Zaten iç savaş hazırlığı içinde olan Türk cumhurbaşkanı G20 zirvesinden sonra düzenlediği basın toplantısında yaptığı konuşmayla ‘’medeni dünya’’ ile olan ilişkisini askıya aldığını duyurdu. Gazetecileri ‘’terör destekçileri’’ insan hakları savunucucularını ‘’darbeci’’ ve yüzde 13 oy almış, parlamentonun üçüncü büyük partisi HDP’nin eş başkanı Selahattin Demirtaş’ı da ‘’terörist’’ ilan ederek bunu yaptı. Aslında Hamburg’da yani ‘’medeni dünyanın’’ bir kentinde bu konuşmayı yapması onun önümüzdeki dönemde izleyeceği yol haritasının da açık işaretiydi. Dışarıda etrafı daralan, neredeyse hakkında insanlığa karşı işlediği suçlardan dolayı tutuklama kararı çıkarılacak duruma gelen bir Erdoğan’ın içteki sıradan bir rüzgâr esintisine dahi tahammül edemeyeceğinin açık ilanıydı. İçerde faşizmi sınırsız şekilde uygulayan ve iç savaşı göze alan birisi bunu aynı zamanda ‘’medeni dünya’’ ile normal ilişki içinde sürdürülemeyeceğini bilir. Konuşma bu köprüleri atmaya yönelikti.
Erdoğan en son CHP lideri kemal Kılıçdaroğlu’nu tehdit etti. Erdoğan’ın tahtını sallamaktan çok uzak olan Kılıçdaroğlu’nu toplumda değişim ve dönüşüm için bir umut yaratan ‘’Adalet yürüyüşü’’ dolayısıyla açıktan iç savaşla tehdit etti. Erdoğan şöyle dedi:
‘’Sokaksa sokak diyerek kendi aklınca milleti ve devleti tehdit eden bu kişi böyle bir yanlışlığa sapması halinde asıl kendisinin sokağa çıkamaz hale geleceğini iyi bilmelidir. Açık konuşuyorum, böyle bir yola mı tevessül edeceksin, sokağa çıkamaz hale gelirsin. ‘’

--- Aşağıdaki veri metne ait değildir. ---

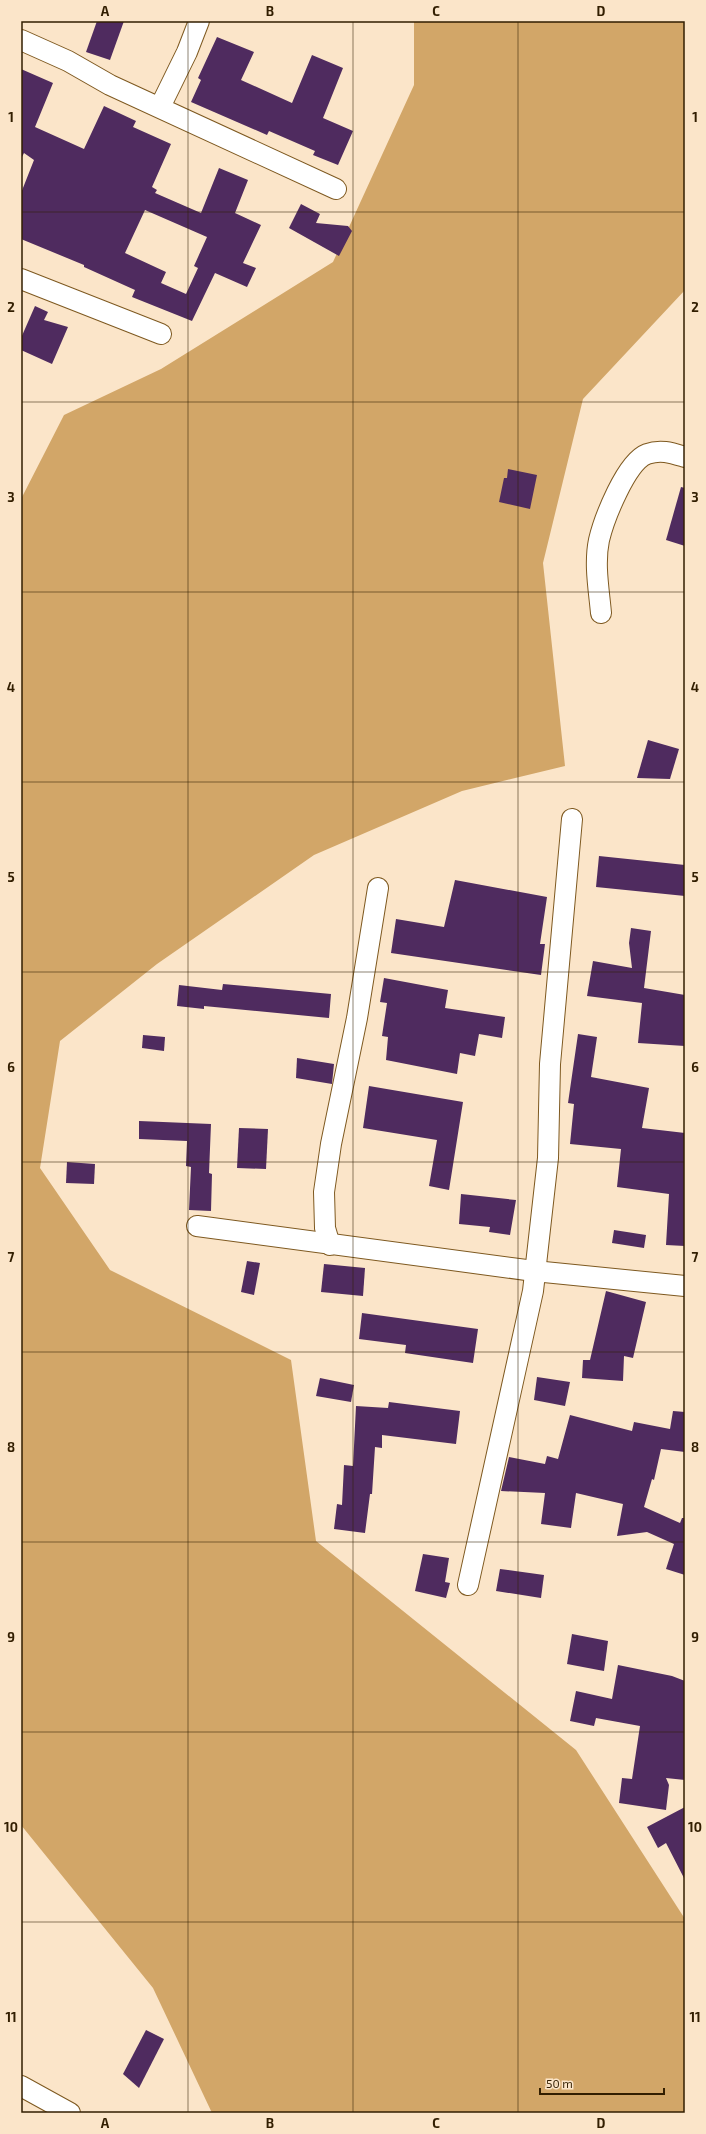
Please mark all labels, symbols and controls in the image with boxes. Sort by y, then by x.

Bu mesaj sadece Kılıçdaroğlu’na değil. Hatta en son onadır. Mesajın adresi başta Kürtler olmak üzere değişim ve dönüşüm, demokrasi ve özgürlük isteyen herkesedir. Erdoğan bütün bir toplumu tehdit ediyor. Öyle demokratik gösteri, seçim ve rekabetle değil. Emrindeki binlerce silahlı güçle tehdit ediyor. O kendisine karşı büyüyen muhalefeti görüyor. Bu muhalefetin devlet içinde-ordu-polis-bürokrasi içinde- kırılmalara, parçalanmalara yol açabileceğini hesaplıyor. Bu nedenle ordu ve polis gücünün yetmeyeceği veya kırılacağı yerde 15 Temmuz’da provasını yaptığı ve silahlandırdığı güçleri sokağa indirebileceğinin işaretini veriyor.
İşte 15 Temmuz gecesi onlarca kışladan çıkarılan ve bir daha geri getirilmeyen binlerce silah, mühimmat ve malzemenin derin öyküsü bu iç savaş hazırlığında yatıyor.
Zaten 15 Temmuz’da bir iç savaş provası değil miydi?